| Input material |
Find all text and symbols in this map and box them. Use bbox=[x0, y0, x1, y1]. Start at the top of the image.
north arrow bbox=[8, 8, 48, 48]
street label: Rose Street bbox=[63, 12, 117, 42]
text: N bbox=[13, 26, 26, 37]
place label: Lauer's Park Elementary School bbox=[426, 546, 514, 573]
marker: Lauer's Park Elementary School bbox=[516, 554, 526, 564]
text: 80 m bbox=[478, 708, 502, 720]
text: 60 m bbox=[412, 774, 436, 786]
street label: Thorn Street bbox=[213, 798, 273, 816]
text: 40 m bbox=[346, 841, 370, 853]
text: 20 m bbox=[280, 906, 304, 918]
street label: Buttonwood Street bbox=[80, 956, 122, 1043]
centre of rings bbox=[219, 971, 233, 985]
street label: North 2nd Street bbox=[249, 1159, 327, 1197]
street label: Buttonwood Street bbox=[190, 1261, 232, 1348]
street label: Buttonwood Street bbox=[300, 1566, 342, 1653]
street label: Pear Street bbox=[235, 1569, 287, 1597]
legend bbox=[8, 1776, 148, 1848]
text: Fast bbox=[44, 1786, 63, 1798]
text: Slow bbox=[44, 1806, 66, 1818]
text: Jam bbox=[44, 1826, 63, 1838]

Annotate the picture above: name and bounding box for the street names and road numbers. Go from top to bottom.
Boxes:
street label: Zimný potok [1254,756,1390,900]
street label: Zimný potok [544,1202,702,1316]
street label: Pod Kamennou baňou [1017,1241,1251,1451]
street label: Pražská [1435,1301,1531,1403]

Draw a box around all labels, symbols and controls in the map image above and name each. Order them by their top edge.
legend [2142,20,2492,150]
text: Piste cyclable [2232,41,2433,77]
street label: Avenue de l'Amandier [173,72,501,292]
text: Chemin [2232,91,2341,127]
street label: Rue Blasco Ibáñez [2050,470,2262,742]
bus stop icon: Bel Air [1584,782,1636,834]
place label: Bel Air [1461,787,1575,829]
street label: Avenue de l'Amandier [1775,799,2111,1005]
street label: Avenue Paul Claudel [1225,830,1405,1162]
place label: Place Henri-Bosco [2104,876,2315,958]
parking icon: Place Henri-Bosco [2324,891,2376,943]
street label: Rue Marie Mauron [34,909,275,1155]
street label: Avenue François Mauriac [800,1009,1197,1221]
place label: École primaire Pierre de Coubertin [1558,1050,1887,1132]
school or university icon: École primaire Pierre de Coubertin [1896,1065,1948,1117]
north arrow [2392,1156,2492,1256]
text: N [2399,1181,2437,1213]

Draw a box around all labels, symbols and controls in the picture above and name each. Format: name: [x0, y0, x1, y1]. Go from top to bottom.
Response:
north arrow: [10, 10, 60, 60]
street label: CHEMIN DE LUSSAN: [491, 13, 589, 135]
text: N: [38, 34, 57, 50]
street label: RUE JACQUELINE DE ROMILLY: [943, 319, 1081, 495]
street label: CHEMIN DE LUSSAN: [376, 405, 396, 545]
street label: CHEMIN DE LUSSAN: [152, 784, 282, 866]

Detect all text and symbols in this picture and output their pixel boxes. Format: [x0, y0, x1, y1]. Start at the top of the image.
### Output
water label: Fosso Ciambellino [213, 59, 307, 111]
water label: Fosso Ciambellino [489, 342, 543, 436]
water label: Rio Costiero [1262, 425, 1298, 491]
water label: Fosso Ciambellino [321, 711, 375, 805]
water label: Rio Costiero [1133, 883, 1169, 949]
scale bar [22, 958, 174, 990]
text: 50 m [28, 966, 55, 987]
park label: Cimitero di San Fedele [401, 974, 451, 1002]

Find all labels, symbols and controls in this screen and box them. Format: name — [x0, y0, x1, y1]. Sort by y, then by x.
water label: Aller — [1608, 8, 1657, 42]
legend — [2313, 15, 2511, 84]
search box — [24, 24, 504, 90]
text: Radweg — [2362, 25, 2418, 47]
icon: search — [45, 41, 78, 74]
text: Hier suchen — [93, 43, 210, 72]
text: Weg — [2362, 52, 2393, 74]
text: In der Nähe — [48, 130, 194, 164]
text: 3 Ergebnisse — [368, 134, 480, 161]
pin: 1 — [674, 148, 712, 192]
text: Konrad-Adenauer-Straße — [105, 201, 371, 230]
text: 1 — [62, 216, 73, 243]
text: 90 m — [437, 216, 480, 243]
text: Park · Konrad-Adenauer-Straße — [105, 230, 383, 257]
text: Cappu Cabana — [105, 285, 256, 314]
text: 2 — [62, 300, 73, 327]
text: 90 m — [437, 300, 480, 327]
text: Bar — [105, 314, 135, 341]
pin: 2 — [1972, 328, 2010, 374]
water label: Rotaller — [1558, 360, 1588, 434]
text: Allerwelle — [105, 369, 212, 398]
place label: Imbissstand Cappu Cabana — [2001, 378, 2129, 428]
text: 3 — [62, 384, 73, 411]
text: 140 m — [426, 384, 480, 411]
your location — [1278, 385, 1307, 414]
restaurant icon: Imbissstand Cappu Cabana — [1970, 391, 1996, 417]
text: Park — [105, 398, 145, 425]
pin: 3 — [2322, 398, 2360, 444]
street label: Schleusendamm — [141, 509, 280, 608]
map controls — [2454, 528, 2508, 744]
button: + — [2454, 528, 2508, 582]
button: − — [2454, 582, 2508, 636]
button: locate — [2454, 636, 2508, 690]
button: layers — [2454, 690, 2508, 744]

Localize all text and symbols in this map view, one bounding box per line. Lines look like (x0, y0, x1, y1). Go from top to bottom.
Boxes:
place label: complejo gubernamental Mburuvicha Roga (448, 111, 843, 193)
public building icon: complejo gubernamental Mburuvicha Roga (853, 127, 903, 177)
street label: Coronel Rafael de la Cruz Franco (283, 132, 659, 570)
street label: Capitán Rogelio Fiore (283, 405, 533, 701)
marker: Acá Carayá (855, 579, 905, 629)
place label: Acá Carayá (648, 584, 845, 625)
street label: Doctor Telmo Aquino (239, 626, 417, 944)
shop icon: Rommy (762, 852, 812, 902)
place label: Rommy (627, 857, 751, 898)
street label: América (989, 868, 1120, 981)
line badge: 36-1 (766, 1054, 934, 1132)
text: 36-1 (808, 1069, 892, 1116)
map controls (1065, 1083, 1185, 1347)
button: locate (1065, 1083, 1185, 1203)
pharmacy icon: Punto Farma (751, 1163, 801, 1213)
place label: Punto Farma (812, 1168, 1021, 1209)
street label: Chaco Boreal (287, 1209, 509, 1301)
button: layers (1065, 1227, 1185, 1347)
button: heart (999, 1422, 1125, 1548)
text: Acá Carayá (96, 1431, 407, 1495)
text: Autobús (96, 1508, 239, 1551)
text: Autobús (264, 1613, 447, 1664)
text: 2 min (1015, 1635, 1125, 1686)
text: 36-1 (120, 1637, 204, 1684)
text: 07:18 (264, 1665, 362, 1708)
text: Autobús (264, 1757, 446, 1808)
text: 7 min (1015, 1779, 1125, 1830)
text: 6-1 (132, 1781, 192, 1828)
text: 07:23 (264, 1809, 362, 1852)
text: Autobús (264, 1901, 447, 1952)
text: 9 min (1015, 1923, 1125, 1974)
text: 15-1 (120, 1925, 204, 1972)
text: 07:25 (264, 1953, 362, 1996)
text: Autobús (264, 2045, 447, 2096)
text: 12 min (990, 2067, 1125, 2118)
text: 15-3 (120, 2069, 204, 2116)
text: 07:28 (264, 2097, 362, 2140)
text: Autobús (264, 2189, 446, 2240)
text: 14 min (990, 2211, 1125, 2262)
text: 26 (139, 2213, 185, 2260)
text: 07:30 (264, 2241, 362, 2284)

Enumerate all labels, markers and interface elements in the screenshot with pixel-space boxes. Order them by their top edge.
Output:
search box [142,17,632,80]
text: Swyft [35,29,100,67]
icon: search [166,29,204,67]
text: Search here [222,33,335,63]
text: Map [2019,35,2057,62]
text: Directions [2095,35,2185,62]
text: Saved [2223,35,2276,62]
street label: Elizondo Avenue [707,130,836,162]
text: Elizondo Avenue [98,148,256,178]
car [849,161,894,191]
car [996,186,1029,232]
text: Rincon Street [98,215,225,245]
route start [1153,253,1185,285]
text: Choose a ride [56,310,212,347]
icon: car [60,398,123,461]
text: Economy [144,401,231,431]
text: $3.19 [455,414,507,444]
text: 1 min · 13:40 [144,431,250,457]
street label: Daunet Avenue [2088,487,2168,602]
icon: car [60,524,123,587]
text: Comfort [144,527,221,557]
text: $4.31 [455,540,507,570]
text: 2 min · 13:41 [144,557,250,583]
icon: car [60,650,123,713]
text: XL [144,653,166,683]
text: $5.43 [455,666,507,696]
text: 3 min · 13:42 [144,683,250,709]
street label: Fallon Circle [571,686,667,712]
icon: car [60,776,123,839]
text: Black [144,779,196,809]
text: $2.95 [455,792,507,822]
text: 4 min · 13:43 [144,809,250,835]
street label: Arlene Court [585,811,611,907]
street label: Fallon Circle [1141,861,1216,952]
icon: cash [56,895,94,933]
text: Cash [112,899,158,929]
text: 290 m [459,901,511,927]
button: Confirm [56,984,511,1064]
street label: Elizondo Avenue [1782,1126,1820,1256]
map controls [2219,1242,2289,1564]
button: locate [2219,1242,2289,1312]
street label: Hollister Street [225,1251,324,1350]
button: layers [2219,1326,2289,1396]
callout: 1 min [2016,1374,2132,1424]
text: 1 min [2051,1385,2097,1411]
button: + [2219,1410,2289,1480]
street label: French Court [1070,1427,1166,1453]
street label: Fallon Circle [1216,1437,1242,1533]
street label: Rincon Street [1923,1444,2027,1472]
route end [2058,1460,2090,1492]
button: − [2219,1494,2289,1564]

| Required work |
Search the data above for the word "pixel" and say how many lines contain it, giving only that number.

| Output for this exercise |
2